PostgreSQL: PostgreSQL is an open-source DBMS with an active community and regular updates. It is is an all-rounder database that excels in features, performance, and extensibility. You find it applied for all sorts of use cases from analytics to production usage. I started using Postgres in 2013 as a database during my PHD and have come across it at different companies and projects. Many larger companies like Netflix, Spotify and Appke chose Postgres for all sorts of use cases.

MySQL: MySQL has gained significant popularity as a go-to choice for web apps and small to medium-sized projects. It is fast in storing and retrieving data. I have used MySQL e.g. as production database for retrieving data used by a recommender system.

SQLite: SQLite is a self-contained, serverless, and embeddable DBMS. The entire SQLite database is contained within a single file on the local file system. Unlike PostgreSQL or MySQL, SQLite does not require a separate server process to run. That’s why I often use SQLite for my small side projects, where I do not want to go through the hassle of spinning up a database instance in a Docker containers.

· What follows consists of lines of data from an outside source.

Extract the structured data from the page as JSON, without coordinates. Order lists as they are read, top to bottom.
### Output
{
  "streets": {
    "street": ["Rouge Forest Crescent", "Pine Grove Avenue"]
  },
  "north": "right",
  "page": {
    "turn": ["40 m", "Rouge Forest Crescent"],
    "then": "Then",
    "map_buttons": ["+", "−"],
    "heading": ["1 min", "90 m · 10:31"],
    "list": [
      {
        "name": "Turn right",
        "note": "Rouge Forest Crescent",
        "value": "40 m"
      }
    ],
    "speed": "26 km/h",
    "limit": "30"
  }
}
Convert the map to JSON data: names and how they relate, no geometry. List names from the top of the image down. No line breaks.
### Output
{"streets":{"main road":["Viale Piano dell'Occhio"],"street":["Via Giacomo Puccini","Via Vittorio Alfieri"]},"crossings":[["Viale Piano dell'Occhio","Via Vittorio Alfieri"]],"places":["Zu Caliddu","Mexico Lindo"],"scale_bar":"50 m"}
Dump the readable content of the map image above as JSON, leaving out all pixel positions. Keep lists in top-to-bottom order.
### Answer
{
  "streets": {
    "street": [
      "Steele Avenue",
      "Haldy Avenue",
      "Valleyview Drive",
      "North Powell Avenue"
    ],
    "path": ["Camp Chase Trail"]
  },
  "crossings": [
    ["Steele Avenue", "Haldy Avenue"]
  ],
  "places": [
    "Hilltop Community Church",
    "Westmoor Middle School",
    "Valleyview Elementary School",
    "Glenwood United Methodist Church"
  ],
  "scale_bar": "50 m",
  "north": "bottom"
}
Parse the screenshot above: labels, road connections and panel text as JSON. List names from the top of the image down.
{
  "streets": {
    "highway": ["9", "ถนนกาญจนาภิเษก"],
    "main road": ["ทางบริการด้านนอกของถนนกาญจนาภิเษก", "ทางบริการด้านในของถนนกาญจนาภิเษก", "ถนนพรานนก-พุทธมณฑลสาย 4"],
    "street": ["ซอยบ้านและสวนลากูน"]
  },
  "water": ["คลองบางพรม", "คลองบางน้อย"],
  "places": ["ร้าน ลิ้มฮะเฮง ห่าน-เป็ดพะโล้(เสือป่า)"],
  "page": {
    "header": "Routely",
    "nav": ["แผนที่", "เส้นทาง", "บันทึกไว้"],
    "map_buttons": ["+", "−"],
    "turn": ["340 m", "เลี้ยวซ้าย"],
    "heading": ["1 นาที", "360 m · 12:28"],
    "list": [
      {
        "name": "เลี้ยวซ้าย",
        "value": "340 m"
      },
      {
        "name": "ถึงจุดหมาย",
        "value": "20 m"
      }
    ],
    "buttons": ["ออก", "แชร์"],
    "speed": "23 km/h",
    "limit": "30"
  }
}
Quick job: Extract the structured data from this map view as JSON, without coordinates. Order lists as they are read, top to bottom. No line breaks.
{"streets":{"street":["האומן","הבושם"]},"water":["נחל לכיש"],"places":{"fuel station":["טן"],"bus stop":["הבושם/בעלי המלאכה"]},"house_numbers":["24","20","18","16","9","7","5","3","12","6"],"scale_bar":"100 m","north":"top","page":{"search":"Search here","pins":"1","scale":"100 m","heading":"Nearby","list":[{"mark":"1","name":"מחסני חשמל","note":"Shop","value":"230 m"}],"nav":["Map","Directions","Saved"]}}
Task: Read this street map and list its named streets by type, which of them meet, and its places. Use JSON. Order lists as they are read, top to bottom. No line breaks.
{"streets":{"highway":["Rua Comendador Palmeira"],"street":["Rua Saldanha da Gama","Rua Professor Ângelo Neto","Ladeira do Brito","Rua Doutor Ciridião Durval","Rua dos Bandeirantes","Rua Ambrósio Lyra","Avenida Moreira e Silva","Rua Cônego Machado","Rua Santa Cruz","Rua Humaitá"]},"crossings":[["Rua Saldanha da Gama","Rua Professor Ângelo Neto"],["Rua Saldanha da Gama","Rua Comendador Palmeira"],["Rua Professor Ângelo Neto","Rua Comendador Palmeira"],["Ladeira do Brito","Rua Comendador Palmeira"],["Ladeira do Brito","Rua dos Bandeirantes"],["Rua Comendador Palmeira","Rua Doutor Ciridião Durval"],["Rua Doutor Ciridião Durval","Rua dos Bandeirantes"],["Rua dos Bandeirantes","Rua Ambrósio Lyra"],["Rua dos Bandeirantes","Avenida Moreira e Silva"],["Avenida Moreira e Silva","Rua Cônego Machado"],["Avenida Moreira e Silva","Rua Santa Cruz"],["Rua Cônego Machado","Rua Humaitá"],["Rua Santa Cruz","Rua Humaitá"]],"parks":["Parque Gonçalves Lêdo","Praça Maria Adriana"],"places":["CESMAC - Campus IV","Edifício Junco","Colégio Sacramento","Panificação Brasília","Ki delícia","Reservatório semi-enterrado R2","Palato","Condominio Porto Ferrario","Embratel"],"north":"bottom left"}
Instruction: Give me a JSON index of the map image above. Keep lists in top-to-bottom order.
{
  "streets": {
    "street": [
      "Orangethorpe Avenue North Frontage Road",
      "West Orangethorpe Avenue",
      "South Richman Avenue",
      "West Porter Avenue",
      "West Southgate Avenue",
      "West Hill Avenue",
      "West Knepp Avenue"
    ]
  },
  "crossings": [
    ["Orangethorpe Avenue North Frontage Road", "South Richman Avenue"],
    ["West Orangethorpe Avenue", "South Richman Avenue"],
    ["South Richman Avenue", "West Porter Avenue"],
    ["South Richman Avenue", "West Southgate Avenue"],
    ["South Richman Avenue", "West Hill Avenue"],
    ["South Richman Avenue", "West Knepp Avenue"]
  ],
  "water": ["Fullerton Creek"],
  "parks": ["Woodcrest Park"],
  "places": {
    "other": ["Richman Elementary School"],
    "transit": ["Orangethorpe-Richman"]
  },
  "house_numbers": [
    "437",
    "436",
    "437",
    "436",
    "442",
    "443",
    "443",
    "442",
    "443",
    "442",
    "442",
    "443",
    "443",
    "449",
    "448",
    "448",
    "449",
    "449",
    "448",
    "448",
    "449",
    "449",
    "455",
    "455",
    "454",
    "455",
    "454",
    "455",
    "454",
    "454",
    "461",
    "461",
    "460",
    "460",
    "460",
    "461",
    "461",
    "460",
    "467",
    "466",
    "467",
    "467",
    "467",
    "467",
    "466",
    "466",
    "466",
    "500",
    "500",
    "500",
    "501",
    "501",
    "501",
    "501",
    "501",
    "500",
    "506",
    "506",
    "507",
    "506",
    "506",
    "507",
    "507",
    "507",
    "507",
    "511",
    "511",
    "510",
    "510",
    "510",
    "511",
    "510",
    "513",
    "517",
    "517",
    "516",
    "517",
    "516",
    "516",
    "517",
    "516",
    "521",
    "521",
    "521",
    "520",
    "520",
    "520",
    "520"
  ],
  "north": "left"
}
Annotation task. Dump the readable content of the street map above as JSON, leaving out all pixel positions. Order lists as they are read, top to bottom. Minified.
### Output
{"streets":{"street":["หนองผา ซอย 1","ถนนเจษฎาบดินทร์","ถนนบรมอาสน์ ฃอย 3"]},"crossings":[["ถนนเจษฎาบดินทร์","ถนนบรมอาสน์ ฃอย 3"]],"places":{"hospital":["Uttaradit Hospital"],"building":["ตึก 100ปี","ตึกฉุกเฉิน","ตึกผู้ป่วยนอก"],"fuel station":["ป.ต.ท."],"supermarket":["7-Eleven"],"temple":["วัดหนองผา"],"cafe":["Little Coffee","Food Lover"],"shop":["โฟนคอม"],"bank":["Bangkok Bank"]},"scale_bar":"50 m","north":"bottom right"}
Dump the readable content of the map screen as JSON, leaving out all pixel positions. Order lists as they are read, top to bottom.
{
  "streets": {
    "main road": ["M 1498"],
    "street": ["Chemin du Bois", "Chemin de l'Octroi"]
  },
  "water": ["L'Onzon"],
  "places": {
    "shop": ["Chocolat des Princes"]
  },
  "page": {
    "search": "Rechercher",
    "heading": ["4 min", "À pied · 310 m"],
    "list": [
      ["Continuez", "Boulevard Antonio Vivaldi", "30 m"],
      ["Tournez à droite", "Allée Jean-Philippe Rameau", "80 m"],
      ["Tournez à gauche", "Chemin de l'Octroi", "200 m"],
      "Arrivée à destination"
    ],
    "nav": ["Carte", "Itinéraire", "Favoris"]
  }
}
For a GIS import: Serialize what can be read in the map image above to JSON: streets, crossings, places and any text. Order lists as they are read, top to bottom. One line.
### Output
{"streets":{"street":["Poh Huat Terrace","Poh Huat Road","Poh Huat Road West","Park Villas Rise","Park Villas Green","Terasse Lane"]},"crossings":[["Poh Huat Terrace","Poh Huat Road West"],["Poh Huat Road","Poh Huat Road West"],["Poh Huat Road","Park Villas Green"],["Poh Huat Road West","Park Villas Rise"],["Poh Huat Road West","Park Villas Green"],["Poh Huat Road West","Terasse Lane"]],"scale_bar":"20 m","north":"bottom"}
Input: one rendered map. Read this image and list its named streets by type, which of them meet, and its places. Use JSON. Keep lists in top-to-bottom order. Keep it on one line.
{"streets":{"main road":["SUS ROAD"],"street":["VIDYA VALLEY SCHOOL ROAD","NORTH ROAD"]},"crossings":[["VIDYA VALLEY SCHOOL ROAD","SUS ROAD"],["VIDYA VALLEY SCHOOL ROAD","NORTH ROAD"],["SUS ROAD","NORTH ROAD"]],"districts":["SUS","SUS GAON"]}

Hive: Hive is a distributed data warehouse system built on top of Hadoop. HiveQL has an SQL-like interface to query data stored in various databases and file systems that integrate with Hadoop. Under the hood queries are implemented using the MapReduce Java API. Hive is not the fastest option to write and retrieve data. That’s why I have used Hivein an “offline” setting for analytical tasks, e.g. running analysis or creating training datasets for ml models.

Presto: Presto is not a database in the traditional sense. It is a distributed SQL query engine that allows you to run SQL queries on data stored in various data sources. Facebook originally developed on Presto, because Hive was too slow. Like Hive, Presto Query Engine applies MapReduce, but does not write intermediate results to disk. It can run on top and combine multiple datasources.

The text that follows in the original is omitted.